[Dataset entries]
□ □ □
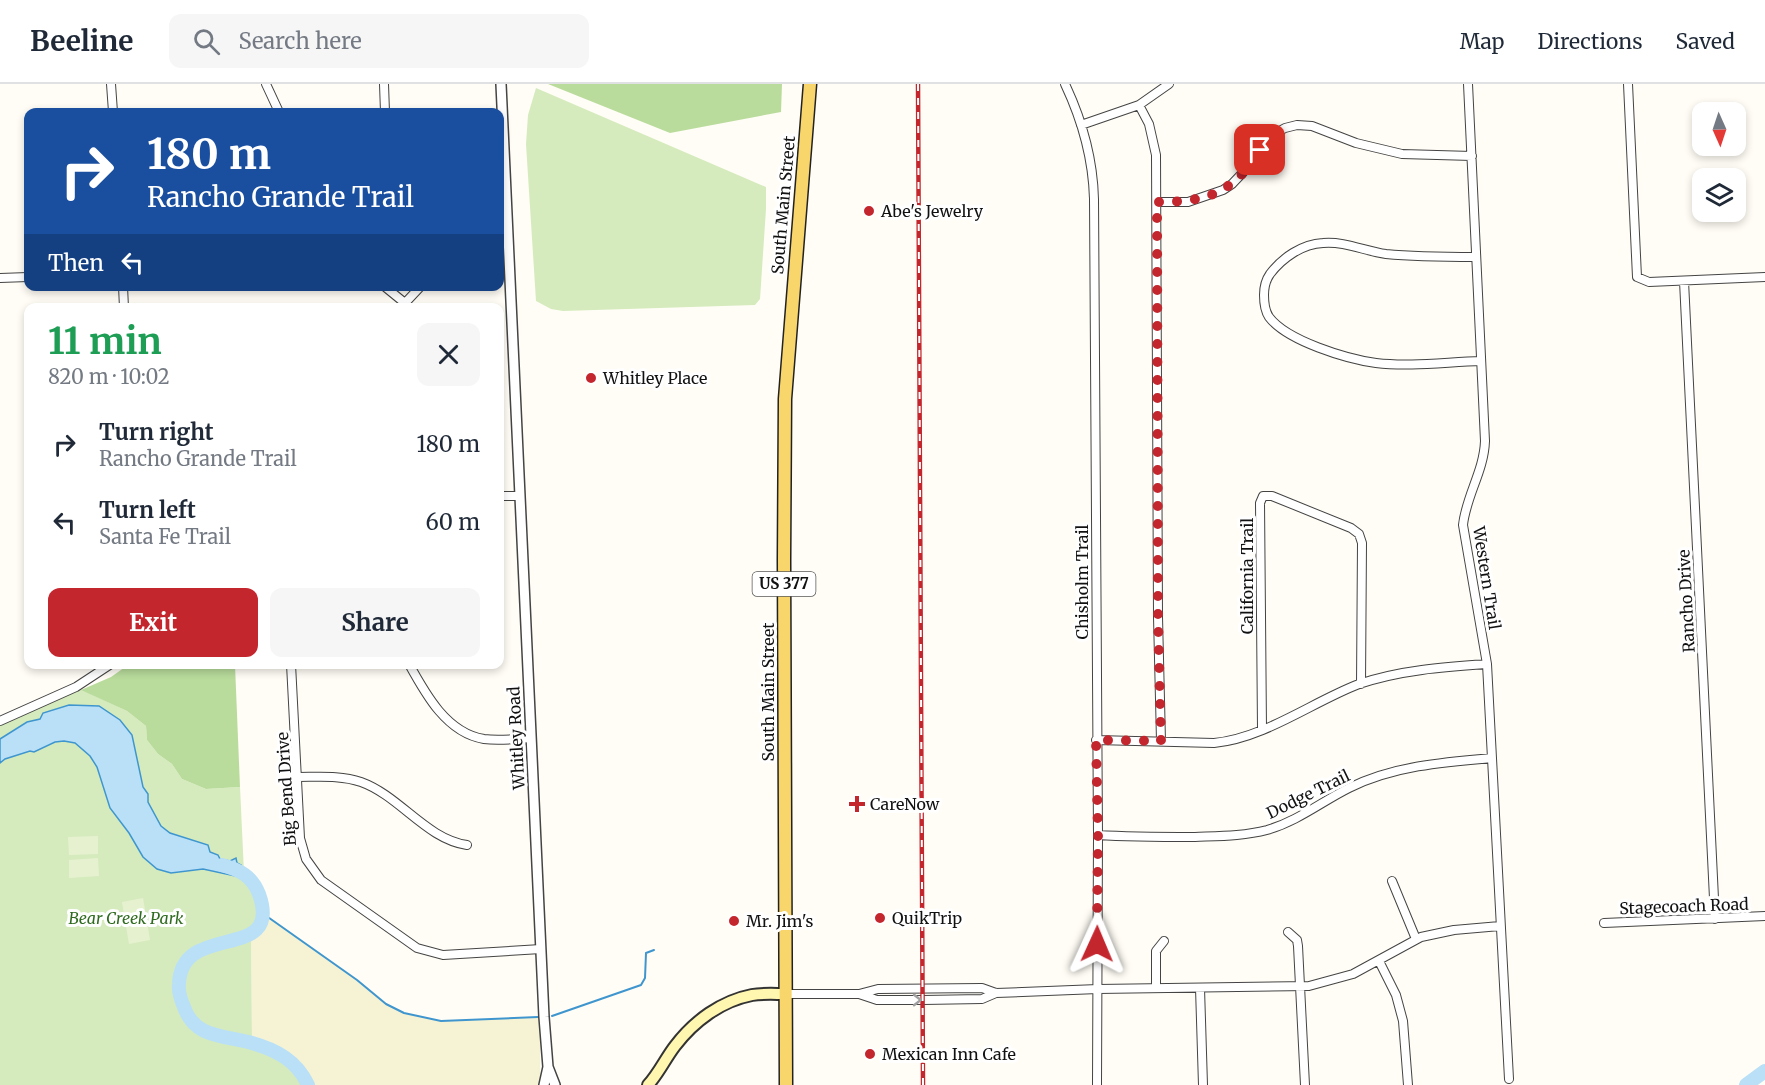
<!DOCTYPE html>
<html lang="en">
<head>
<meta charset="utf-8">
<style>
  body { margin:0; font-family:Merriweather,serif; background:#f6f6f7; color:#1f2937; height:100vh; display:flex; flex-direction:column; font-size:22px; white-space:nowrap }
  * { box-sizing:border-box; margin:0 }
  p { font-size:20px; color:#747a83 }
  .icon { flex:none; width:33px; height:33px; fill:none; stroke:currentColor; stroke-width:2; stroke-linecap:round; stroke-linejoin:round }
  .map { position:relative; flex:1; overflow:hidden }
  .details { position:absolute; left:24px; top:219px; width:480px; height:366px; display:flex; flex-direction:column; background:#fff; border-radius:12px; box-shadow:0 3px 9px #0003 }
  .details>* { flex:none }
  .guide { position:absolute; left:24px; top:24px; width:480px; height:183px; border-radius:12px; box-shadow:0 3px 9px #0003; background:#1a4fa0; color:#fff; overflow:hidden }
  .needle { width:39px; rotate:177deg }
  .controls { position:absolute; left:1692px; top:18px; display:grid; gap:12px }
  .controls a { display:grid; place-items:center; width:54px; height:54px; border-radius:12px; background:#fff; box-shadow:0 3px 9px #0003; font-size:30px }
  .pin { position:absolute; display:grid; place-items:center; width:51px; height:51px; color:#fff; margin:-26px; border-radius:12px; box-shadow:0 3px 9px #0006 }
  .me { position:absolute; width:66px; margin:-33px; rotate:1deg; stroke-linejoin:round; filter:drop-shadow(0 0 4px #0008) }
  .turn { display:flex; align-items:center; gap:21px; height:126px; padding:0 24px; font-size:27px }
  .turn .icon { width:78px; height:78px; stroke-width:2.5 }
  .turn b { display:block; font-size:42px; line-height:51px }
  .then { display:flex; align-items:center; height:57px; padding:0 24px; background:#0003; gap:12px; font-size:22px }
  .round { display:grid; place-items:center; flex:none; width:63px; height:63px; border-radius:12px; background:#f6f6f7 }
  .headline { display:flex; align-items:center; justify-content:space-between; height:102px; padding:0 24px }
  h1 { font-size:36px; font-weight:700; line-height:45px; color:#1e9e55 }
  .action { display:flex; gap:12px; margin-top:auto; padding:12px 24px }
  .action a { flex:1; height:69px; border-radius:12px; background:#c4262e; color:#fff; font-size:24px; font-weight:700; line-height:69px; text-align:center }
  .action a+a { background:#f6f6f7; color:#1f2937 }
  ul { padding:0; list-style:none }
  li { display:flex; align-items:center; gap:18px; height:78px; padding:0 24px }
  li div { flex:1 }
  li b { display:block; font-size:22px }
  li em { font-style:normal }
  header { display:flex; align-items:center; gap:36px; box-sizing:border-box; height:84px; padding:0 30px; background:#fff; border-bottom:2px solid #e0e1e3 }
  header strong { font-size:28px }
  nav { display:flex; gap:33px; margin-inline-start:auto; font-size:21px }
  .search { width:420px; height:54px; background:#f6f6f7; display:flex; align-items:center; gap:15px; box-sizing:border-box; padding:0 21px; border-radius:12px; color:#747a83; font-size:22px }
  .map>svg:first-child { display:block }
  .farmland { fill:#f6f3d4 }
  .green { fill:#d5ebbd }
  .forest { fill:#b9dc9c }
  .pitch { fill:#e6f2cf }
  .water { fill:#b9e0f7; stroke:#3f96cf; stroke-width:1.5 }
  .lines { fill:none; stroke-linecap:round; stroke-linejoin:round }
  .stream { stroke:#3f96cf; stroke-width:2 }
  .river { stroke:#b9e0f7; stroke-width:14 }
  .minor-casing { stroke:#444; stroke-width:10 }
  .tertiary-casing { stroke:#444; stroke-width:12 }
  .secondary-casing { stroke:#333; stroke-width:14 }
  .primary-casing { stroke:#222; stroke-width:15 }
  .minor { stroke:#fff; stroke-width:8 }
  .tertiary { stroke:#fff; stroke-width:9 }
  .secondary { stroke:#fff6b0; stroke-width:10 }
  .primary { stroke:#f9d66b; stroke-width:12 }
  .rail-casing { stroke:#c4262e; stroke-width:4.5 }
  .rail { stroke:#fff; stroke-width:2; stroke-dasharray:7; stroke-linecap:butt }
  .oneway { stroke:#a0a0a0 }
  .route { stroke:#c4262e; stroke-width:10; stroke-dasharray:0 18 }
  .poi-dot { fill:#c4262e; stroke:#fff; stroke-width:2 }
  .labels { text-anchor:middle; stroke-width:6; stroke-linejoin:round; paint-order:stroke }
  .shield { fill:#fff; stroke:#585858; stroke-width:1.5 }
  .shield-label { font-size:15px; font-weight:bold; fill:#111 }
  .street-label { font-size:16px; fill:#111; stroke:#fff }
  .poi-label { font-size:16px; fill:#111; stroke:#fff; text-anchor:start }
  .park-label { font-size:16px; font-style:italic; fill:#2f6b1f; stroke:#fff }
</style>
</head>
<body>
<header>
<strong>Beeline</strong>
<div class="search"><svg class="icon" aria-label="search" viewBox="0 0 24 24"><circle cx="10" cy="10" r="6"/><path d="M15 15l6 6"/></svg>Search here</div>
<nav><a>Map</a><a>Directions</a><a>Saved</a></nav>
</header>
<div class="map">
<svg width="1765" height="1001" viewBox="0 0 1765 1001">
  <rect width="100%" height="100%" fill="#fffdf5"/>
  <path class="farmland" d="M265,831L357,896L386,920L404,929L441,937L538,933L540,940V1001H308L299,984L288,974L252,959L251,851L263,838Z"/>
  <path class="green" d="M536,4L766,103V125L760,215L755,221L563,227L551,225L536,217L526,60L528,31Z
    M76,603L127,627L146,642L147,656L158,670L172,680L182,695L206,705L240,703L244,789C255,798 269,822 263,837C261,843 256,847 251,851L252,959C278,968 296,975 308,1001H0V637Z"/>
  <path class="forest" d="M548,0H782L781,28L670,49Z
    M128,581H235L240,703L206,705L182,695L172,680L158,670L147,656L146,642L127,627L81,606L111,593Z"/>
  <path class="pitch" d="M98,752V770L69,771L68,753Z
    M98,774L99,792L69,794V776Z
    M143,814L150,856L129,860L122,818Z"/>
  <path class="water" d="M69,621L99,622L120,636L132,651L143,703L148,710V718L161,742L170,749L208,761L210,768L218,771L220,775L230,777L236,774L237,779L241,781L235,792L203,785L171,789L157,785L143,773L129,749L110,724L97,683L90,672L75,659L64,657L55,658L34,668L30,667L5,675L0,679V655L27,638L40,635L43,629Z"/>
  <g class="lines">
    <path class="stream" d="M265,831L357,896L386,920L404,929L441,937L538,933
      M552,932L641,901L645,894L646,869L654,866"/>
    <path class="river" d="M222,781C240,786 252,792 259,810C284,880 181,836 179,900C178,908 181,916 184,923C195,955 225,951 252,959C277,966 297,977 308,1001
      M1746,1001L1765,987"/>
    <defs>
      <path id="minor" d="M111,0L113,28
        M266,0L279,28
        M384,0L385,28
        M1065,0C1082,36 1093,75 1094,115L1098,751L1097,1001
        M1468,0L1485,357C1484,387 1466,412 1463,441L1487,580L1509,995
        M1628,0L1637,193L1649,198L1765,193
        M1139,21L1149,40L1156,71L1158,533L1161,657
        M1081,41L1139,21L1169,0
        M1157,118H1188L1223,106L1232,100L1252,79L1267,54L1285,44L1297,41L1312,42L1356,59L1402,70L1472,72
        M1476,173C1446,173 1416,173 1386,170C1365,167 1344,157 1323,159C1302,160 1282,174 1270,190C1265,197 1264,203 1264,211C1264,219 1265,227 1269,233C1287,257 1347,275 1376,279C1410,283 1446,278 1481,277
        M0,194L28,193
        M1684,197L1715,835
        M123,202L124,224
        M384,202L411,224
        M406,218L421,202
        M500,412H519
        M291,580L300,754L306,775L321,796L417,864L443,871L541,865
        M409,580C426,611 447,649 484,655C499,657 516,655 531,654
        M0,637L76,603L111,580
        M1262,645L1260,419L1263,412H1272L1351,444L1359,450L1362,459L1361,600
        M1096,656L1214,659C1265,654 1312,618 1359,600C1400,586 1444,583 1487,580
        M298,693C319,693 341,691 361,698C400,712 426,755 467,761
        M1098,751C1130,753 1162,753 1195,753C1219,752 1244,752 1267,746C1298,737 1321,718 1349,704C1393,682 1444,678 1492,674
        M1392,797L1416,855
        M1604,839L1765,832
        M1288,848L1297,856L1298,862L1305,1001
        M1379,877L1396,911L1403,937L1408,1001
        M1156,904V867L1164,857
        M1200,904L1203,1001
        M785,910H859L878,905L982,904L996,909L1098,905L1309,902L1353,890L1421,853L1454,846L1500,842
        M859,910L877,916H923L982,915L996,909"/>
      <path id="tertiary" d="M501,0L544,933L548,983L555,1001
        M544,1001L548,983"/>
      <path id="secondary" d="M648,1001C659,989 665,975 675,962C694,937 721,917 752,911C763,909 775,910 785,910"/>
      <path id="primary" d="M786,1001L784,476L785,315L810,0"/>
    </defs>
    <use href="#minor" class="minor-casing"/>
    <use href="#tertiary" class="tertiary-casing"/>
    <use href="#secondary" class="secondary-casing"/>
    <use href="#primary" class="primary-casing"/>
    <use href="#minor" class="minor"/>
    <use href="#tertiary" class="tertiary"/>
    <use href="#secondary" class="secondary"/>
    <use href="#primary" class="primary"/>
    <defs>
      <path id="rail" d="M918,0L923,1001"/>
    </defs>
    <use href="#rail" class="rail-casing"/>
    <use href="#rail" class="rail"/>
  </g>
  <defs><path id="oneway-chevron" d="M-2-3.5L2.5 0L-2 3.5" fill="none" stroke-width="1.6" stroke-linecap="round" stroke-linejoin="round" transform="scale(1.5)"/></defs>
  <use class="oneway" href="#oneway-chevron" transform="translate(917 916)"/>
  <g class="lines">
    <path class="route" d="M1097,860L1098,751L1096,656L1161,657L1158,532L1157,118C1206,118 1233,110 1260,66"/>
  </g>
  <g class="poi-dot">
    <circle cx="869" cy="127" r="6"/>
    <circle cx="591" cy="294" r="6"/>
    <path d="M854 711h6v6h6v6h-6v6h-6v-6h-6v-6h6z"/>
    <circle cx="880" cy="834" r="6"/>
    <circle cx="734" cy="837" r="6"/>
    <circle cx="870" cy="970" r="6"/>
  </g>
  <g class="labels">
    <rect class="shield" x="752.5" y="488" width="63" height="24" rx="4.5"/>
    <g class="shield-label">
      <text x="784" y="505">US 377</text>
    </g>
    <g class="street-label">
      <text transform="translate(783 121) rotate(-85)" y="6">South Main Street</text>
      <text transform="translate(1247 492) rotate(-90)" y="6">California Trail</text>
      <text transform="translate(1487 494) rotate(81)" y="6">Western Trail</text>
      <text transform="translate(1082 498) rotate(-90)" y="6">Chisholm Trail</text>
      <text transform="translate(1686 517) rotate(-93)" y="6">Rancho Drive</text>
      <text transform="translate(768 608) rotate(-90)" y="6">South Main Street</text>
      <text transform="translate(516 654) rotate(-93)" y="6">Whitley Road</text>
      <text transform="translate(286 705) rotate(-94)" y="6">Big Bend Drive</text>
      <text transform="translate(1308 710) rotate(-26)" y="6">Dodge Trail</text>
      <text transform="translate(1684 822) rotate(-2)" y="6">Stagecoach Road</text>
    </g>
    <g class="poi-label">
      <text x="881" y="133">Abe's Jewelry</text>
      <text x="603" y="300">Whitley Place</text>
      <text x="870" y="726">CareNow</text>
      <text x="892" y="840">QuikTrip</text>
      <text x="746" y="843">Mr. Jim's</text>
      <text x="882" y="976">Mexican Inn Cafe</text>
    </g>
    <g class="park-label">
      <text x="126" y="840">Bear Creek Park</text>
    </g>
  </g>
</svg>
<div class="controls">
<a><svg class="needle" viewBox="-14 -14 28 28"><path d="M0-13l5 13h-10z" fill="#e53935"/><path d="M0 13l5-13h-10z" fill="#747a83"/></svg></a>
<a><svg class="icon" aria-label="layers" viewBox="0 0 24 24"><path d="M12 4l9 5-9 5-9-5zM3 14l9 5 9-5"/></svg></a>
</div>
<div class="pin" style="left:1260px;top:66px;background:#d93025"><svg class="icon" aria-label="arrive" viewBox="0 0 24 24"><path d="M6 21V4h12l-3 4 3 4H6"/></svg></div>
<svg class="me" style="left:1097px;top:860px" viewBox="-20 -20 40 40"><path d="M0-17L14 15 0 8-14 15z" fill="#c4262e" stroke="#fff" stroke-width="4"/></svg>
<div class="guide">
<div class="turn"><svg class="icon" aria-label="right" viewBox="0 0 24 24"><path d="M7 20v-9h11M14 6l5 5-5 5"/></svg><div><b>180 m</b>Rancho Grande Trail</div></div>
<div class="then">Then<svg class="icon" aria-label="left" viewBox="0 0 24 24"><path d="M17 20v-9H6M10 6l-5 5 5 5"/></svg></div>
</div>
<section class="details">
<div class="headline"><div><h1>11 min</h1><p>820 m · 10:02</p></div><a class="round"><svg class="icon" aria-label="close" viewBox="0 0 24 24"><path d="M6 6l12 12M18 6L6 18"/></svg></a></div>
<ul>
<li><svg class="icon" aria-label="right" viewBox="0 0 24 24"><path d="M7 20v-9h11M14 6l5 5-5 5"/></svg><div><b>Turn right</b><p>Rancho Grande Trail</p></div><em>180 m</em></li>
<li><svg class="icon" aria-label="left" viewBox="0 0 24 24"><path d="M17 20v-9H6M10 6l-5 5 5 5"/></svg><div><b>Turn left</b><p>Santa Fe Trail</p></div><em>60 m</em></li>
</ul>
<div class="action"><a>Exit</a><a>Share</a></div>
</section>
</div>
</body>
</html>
□ □ □
EXERCISE DIRECTIONS — Beginning with the first line of the records above, extract each line exactly through the line that holds "margin:0; font-family:Merriweather,serif; background:#f6f6f7;", both ends included. Omit pictures.

TASK SOLUTION —
<!DOCTYPE html>
<html lang="en">
<head>
<meta charset="utf-8">
<style>
  body { margin:0; font-family:Merriweather,serif; background:#f6f6f7; color:#1f2937; height:100vh; display:flex; flex-direction:column; font-size:22px; white-space:nowrap }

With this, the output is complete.